Watching him rifle through the stacks, I noticed that he kept pulling out his phone and consulting an app. “What’s that?”
“Discogs,” he replied. “Record-collecting app. You enter the release code from the spine and it shows you the value.” My ears pricked up. A few minutes later, I’d downloaded Discogs to my phone and was using it to assess the value of the vinyl I was digging through.
Discogs provides a detailed release database for LPs, EPs, 7” singles, CDs, and cassettes, and it lets you catalog your collection by adding listings to a personal profile. The app indicates minimum, maximum, and median values for each listing, and it also displays a cumulative Collection Value so you can gauge your vinyl wealth. Prying, I asked, “What’s your Collection Value?”
“$60,000-plus,” he replied. “And that’s just for the stuff I’ve entered. There’s plenty more I need to add.”

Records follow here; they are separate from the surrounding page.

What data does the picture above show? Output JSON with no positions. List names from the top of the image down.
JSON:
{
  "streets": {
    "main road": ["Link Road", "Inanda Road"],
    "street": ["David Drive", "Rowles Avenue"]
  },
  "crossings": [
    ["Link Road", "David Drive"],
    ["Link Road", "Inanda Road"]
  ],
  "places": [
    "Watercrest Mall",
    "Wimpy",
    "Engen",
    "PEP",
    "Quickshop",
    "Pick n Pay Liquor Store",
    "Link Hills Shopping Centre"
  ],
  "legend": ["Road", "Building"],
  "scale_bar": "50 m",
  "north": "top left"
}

One app I’ve used regularly over the past few years is Robinhood, which lets you buy and sell stocks on your phone for free -- there are no commissions or fees. When it comes to stock trading, I’m a moron: My Robinhood account consists mainly of tech stocks, many of which I bought high and then watched with dismay as their value plummeted (hello, TWTR and GPRO). Fortunately, after downloading Robinhood, I decided that I’d treat it like a Vegas vacation: take a fixed sum that it would be okay to lose, and after that, no additional trips to the casino ATM. So far, it’s mostly worked out, and my portfolio has even inched into the green.
Discogs has joined Robinhood as one of my go-to apps, and I approach it with the same heady mix of compulsion and greed. I recently had a chance to try it out at a local record fair, where I and other middle-aged dudes, along with a handful of women and millennials, competed for browsing space among the rows of bin-laden tables. Of course, there’s a big difference between a record fair and a garage sale: the dealers at fairs usually know the value of what they’re selling, and price it accordingly. No Beatles butcher cover for 50¢ here. Still, I was motivated to try my luck.

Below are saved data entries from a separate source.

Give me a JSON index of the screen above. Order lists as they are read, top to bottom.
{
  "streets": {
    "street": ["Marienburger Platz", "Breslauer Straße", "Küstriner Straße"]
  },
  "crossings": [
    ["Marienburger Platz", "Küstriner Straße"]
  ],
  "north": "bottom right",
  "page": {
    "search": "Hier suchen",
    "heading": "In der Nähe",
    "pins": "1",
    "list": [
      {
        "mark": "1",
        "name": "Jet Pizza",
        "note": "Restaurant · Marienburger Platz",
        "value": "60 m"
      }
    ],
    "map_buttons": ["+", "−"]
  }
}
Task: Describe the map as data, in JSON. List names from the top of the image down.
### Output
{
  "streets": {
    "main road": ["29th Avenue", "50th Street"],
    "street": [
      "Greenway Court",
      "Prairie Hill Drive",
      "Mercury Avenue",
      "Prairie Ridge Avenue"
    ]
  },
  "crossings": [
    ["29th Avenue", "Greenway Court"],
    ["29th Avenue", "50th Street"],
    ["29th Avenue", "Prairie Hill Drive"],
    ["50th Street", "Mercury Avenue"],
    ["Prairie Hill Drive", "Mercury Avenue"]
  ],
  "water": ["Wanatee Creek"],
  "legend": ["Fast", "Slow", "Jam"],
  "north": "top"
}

After rounding up some LPs I wanted and finding out via Discogs that the dealers had priced them at full market value, I began to get discouraged. I wanted a score! Eventually, I came across an album I’d discovered after reading about it in Pitchfork’s list of "The 50 Best Ambient Albums of All Time" and had enjoyed listening to on Apple Music: Structures from Silence, by Steve Roach. Pulling out my phone, I learned that the LP’s median value was four times the dealer’s asking price. It was also in mint condition. Ka-ching! Thanks, Discogs.
What else can you find on Discogs? Since the database is user-generated, you get the opportunity to give back to the community by adding version data for specific releases. It also has a marketplace where you can buy and sell LPs, CDs, DVDs, and cassettes. Along with creating a personal collection, you can create a wish list, and Discogs will alert you when items on your list come up for sale. Your wish list is also a convenient resource to consult when out shopping for LPs. Finally, Discogs is both a blog and an active music-discussion forum with a huge subset of groups you can subscribe to. In short, Discogs is a one-stop destination for serious music collectors and fans.
Oh yeah, almost forgot: Discogs has a new sister site, Gearogs, with a focus on pro-audio and hi-fi gear. At present, it’s mainly a database with thousands of listings for everything from turntables and speakers to vintage synthesizers, but Discogs’ stated aim for the site is to add many of the same features found on the music app.
Unlike the stocks in my Robinhood account, it’s unlikely I’ll ever sell my mint copy of Structures from Silence. After listening to it once, it’s also unlikely I’ll spin it again, since I can easily stream it from Apple Music. It’s not an audiophile extravaganza, but Structures from Silence is a valuable addition to my collection, and I’m happy to own it.
Most investments come with a degree of volatility and risk. Vinyl, on the other hand, is not only fun to collect, it’s a sure financial bet -- the value of the investment will go only up. There’s gold in them thar bins. Get out there and dig for it.